Keywords: Urban Forests, Nature-based Solutions, Urban Green Equity, Environmental Justice, Sustainability
Urban forests are a key tool to provide nature-based solutions (NBS) to create more liveable cities. Given the importance of NBS to urban residents, it is important to evaluate 1) the distributional equity of urban forests that form part of NBS, and 2) the recognitional equity of processes to co-create and manage NBS at the local level.
This research examined the distributional equity of urban forests in 10 US cities. Urban forests were characterized three ways (mixed vegetation, woody vegetation, and public parks), to reflect the variable NBS associated with different types of urban vegetation. Data were analysed using Spearman’s correlations and spatial autoregressive models. The research also examined the key dimensions of recognitional equity in co-creating NBS via an analysis and synthesis of relevant literature.
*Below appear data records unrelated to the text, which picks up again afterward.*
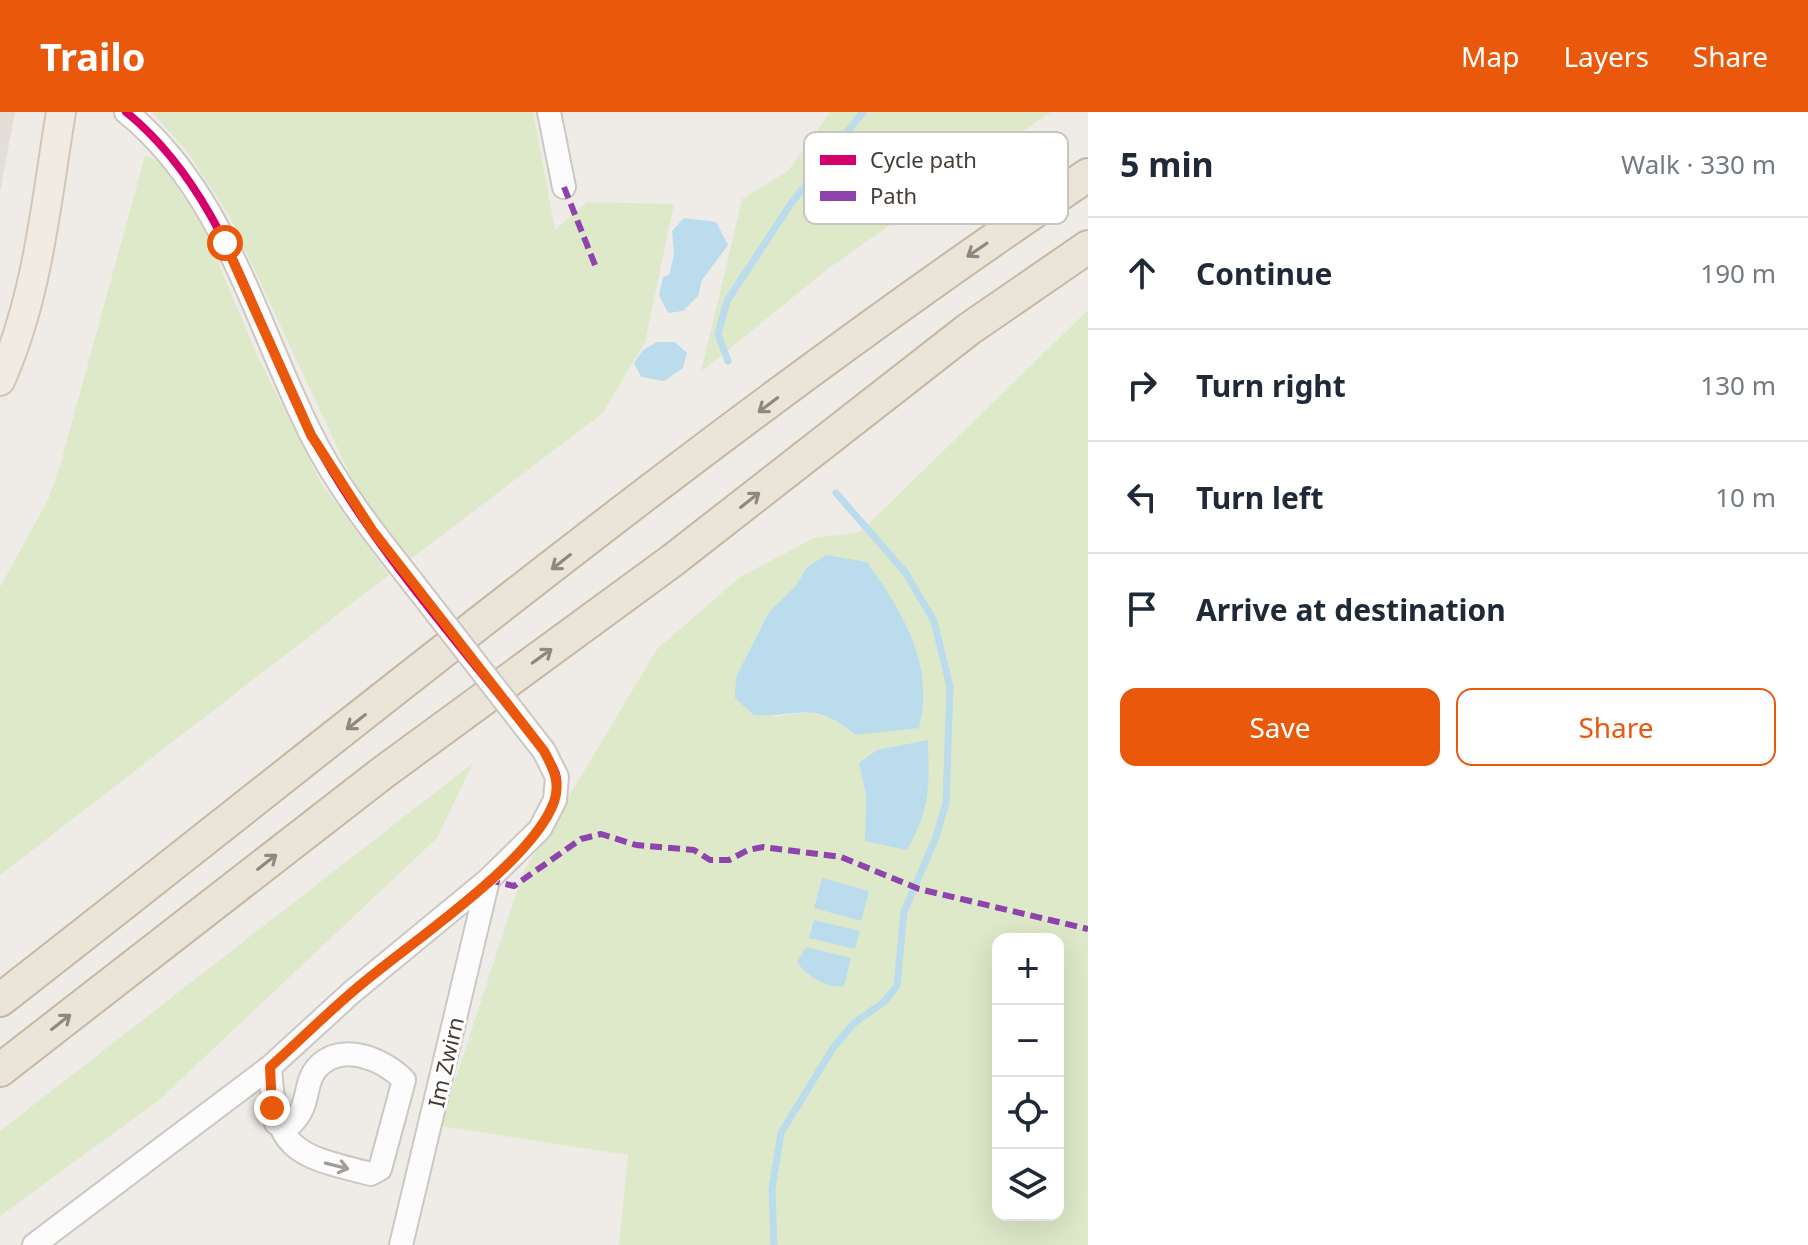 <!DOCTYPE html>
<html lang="en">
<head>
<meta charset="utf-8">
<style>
  body { margin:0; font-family:"Noto Sans",sans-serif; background:#f6f6f7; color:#1f2937 }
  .controls { position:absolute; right:24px; bottom:24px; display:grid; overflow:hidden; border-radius:16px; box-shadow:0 8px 32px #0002 }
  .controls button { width:72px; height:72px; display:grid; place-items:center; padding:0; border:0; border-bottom:2px solid #e0e1e3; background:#fff; color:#1f2937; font:40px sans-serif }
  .stop { position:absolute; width:24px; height:24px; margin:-18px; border:6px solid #ea580c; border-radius:50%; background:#fff }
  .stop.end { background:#ea580c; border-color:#fff; box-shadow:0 2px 8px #0008 }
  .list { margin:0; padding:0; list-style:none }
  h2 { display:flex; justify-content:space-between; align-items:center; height:104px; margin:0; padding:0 32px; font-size:34px }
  h2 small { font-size:26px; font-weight:400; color:#747a83 }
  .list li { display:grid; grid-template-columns:52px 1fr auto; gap:24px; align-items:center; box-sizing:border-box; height:112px; padding:0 32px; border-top:2px solid #e0e1e3 }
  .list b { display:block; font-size:30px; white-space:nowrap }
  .list em { font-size:26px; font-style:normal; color:#747a83 }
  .actions { display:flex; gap:16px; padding:24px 32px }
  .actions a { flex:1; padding:18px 0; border:2px solid #ea580c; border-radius:16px; text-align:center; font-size:28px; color:#ea580c }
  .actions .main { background:#ea580c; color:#fff }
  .icon { flex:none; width:44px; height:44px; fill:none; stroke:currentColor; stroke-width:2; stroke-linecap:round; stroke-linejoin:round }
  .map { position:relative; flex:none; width:1088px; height:1133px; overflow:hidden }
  header { display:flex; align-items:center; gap:48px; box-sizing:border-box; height:112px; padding:0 40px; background:#ea580c; color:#fff }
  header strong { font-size:38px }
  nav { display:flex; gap:44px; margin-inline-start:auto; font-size:28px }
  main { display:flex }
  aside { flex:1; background:#fff }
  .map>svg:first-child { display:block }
  .residential { fill:#e3ded6 }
  .green { fill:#dee9c9; fill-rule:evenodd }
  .water { fill:#badcec }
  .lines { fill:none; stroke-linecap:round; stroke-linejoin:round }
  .stream { stroke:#badcec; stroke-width:7 }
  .minor-casing { stroke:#cbc8c4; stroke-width:26 }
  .major-casing { stroke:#d1c7b6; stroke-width:32 }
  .highway-casing { stroke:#c6b7a4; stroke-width:36 }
  .minor { stroke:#fdfcfc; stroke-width:22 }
  .major { stroke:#f1ebe3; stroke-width:28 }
  .highway { stroke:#ebe4d9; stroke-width:32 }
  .minor-bridge-casing { stroke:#cbc8c4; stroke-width:26; stroke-linecap:butt }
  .minor-bridge { stroke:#fdfcfc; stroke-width:22 }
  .quiet { stroke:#8e44ad; stroke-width:6; stroke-dasharray:12 6; stroke-linecap:butt }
  .cycleway-casing { stroke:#fff; stroke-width:13 }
  .cycleway { stroke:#d6006c; stroke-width:8 }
  .oneway { stroke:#90887f }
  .oneway2 { stroke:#a19c98 }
  .route { stroke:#ea580c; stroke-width:10 }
  .labels { text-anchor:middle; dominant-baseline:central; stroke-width:6; stroke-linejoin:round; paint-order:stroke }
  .street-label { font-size:22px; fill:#453d35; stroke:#fff }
  .key { fill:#fff; stroke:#c7c5c2; stroke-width:2 }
  .key-label { font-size:22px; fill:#453d35 }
</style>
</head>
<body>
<header>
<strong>Trailo</strong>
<nav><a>Map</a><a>Layers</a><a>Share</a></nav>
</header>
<main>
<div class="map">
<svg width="1088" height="1133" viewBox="0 0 1088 1133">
  <rect width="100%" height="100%" fill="#efece8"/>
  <path class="residential" d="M0,0H15L0,80Z"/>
  <path class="green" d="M152,0H533L555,118L587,90L674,92L645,230L602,302L409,448L377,407L351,365L230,105L185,37Z
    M830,0H1051L829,156L701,260L742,87L788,59Z
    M145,44L159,49L202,112L257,243L321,371L389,463L0,763V475L48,388L61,350Z
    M1088,198V1133H619L628,1043L440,1014L523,761L657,537L740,465L814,426L860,420ZM806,456L855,623C824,598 813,598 775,605L769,500L796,474ZM927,628L928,646L865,729L866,684L859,651ZM998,827H1058V1103H998Z
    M473,651L437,726L159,988L0,1104V1019Z"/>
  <path class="water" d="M684,106L716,110L728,133L702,168L698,184L683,199L668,201L659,183L663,165L669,163L674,143L672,119Z
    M657,230H675L687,241L683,256L664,269L641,265L634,251L643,238Z
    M826,443L867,450C903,501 935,552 919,616L855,623C812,587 803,606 754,603L735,586L736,565L769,500L796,474L806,456Z
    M928,628C929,674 931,696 907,738L865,729L866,684L859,651L877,638Z
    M822,766L869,779L861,809L814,796Z
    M814,808L860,819L855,837L809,826Z
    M806,835L851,846L844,874C827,877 807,864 797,850Z"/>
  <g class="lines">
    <path class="stream" d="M728,249L718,222L727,189L790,93L863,0
      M774,1133L772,1076L781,1021L833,936L854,911L884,890L897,874L904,800L936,725L946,691L950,575L934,509L905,460L836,381"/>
    <g class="minor-casing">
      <path id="minor" d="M126,0C224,79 256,212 310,320C337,375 377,425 414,472
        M549,0L564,75
        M270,955C275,1040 295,1043 371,1062L380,1057L404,968C383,947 340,928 316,957C303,973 311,994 291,1012L276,1011
        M34,1133L270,955L352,880L488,768L540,717L555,688L557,665L544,639
        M401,1133L488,768"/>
    </g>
    <g class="major-casing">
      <path id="major" d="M0,269C38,185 46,90 61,0"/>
    </g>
    <g class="highway-casing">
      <path id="highway" d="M0,888C358,609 710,317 1088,63
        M0,958L381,662L673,448L969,217L1088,135"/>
    </g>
    <use href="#minor" class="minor"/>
    <use href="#major" class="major"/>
    <use href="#highway" class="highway"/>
    <g class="minor-bridge-casing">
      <path id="minor-bridge" d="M414,472L544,639"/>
    </g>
    <use href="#minor-bridge" class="minor-bridge"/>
    <path class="quiet" d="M564,75L597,158
      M488,768L514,774L581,727L601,722L636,733L694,738L710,748H729L748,738L763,735L841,745L919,777L1088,817"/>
    <g class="cycleway-casing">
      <path id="cycleway" d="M126,0C226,81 254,213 311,322C368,431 467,541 544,639C548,647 556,657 557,666C563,716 475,780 441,810"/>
    </g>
    <use href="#cycleway" class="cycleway"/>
  </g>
  <defs><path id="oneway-shaft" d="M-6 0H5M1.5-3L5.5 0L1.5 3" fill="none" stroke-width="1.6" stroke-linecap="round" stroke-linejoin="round" transform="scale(2)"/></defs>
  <g class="oneway">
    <use href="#oneway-shaft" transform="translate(977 138) rotate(146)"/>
    <use href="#oneway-shaft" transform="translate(768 293) rotate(143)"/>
    <use href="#oneway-shaft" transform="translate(750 388) rotate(-38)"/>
    <use href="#oneway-shaft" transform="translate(561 450) rotate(142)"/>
    <use href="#oneway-shaft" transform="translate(542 544) rotate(-36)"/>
    <use href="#oneway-shaft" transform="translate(356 610) rotate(142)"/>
    <use href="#oneway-shaft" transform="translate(267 750) rotate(-38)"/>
    <use href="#oneway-shaft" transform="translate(61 910) rotate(-38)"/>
  </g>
  <use class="oneway2" href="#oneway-shaft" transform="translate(337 1054) rotate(14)"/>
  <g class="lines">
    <path class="route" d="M225,131L311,323L372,418L544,639C553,656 561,670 554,690C531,753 403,835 351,881C323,905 297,931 270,955L272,996"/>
  </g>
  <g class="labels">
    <g class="street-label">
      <text transform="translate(445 950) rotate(-77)">Im Zwirn</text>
    </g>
  </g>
  <rect x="804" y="20" width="264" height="92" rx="12" class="key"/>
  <rect x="820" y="43" width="36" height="10" fill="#d6006c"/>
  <rect x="820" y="79" width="36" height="10" fill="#8e44ad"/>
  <g class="key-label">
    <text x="870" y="56">Cycle path</text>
    <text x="870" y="92">Path</text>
  </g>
</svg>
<div class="controls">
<button>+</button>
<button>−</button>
<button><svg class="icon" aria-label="locate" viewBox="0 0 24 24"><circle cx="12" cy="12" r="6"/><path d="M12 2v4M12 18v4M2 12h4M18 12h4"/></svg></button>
<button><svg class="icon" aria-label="layers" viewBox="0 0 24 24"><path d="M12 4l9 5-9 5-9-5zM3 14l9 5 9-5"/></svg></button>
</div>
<div class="stop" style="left:225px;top:131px"></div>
<div class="stop end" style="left:272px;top:996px"></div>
</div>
<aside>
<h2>5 min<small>Walk · 330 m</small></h2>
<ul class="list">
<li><svg class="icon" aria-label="ahead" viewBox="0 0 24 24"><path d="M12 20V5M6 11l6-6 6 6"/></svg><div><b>Continue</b></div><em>190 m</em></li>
<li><svg class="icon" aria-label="right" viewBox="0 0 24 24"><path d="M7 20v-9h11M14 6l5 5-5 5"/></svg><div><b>Turn right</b></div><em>130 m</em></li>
<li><svg class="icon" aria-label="left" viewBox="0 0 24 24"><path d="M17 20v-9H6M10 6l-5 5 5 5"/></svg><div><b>Turn left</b></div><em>10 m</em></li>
<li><svg class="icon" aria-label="arrive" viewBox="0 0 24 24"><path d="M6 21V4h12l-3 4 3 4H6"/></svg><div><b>Arrive at destination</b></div></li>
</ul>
<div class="actions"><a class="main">Save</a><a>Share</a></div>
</aside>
</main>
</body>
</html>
Strong positive associations were observed between urban forests, higher education and income across most cities. Negative associations between racialized status and urban forests were observed but were weaker and less common. Park area was more equitably distributed than mixed and woody vegetation, although inequities existed across all cities and vegetation types. Four dimensions of recognitional equity emerged from the analysis that can inform how NBS are designed, planned and operationalized at the local level.
Cities are spaces in which the world’s populations meet and co-create urban forests and NBS. This reality provides opportunities for mutual learning and improved resilience but can also lead to inequity in our access to and governance of NBS. Our findings can stimulate strategies to foster equitable planning and implementation of truly co-created NBS.